Skip to main content

Module engine

Module engine 

Source
Expand description

§Engine Module

Implements the core crawling engine that orchestrates the web scraping process.

§Overview

The engine module provides the main Crawler struct and its associated components that manage the entire scraping workflow. It handles requests, responses, items, and coordinates the various subsystems including downloaders, middlewares, parsers, and pipelines.

§Key Components

  • Crawler: The central orchestrator that manages the crawling lifecycle
  • Downloader Task: Handles HTTP requests and response retrieval
  • Parser Task: Processes responses and extracts data according to spider logic
  • Item Processor: Handles scraped items through registered pipelines
  • Middleware Manager: Coordinates request/response processing through middlewares

§Architecture

The engine uses an asynchronous, task-based model where different operations run concurrently in separate Tokio tasks.
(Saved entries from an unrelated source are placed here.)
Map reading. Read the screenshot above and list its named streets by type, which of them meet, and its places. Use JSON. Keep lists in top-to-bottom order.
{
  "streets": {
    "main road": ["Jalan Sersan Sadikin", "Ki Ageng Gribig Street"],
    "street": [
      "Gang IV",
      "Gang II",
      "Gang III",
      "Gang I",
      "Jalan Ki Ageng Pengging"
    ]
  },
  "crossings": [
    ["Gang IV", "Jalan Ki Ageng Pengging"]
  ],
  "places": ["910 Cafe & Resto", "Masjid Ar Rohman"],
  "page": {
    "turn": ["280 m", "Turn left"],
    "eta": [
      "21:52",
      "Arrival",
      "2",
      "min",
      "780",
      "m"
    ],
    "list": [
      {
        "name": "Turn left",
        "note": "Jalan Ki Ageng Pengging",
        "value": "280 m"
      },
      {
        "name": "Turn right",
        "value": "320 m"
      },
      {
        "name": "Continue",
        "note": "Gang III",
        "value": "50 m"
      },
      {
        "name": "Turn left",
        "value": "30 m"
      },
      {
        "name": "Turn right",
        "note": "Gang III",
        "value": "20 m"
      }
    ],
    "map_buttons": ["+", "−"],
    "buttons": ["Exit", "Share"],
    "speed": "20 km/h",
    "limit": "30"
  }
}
Communication between components happens through async channels, allowing for high-throughput processing.

§Internal Components

These are implementation details and are not typically used directly:

  • spawn_downloader_task: Creates the task responsible for downloading web pages
  • spawn_parser_task: Creates the task responsible for parsing responses
  • spawn_item_processor_task: Creates the task responsible for processing items
  • SharedMiddlewareManager: Manages concurrent access to middlewares

Structs§

Crawler
The central orchestrator for the web scraping process, handling requests, responses, items, concurrency, checkpointing, and statistics collection.
CrawlerContext
Aggregated context shared across all crawler tasks.